══ Extracted information
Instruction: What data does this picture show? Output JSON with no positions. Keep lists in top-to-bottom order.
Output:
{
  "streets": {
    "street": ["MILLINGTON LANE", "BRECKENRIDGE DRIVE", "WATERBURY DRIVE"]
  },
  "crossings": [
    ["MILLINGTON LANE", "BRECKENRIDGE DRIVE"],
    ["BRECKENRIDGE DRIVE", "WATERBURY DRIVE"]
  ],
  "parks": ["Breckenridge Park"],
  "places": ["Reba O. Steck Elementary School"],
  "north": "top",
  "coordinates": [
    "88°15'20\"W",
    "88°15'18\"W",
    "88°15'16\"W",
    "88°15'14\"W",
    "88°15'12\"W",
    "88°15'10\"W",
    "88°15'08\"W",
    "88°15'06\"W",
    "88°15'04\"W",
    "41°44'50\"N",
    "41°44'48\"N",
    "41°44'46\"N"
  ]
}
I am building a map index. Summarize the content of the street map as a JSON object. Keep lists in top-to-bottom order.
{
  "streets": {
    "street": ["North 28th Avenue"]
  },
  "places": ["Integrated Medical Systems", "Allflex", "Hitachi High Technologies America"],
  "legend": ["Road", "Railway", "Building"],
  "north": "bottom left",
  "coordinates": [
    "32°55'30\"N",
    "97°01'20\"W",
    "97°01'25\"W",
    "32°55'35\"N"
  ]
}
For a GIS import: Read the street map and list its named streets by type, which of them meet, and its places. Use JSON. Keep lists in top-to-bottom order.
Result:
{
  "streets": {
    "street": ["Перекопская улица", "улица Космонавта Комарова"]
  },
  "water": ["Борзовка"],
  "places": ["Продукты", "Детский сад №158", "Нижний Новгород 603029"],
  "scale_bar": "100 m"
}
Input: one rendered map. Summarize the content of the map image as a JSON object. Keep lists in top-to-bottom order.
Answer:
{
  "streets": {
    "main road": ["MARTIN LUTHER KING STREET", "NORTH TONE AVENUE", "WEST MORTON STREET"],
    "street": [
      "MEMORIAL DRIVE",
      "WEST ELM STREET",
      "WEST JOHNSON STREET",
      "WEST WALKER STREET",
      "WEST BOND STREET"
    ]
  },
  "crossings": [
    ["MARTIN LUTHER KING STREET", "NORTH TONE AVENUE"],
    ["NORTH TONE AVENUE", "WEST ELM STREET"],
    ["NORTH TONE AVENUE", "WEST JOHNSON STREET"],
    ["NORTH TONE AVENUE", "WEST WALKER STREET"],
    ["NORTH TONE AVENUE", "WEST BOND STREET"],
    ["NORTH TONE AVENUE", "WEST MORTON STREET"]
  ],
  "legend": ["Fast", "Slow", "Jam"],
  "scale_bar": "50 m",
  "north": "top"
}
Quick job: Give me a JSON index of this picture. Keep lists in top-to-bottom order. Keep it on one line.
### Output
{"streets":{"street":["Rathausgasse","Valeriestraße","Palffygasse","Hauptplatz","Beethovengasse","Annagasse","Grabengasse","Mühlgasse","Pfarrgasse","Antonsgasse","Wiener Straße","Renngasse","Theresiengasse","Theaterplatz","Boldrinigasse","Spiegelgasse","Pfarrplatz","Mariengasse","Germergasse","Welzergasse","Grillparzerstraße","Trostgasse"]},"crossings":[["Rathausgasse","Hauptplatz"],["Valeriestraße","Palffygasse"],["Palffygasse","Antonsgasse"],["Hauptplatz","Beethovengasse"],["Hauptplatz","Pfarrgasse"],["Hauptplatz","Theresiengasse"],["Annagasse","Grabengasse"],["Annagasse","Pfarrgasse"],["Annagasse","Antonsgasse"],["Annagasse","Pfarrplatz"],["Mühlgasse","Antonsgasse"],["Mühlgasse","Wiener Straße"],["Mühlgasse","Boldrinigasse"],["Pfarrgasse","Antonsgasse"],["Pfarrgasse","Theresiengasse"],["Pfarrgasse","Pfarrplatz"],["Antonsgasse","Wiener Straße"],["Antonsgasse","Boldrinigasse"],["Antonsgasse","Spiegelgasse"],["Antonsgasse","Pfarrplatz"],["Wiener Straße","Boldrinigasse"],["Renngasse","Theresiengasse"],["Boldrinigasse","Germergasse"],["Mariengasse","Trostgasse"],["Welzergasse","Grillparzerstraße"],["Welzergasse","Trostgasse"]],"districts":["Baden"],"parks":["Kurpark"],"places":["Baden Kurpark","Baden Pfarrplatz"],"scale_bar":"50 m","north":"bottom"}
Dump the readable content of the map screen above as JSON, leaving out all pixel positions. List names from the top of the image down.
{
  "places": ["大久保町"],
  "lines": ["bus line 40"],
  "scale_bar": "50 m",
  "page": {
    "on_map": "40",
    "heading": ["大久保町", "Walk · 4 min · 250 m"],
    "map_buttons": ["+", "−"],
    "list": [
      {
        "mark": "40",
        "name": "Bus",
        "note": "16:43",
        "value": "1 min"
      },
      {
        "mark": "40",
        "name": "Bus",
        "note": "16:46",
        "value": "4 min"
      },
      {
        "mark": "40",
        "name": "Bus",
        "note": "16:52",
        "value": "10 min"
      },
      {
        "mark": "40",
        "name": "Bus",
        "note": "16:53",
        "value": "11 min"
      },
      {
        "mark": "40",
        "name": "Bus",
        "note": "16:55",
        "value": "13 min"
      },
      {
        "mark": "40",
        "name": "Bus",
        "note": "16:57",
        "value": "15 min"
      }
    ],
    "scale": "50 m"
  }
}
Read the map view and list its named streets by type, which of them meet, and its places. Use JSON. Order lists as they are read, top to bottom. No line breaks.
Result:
════
Number of lines above holding "this"? Give that number alone.

2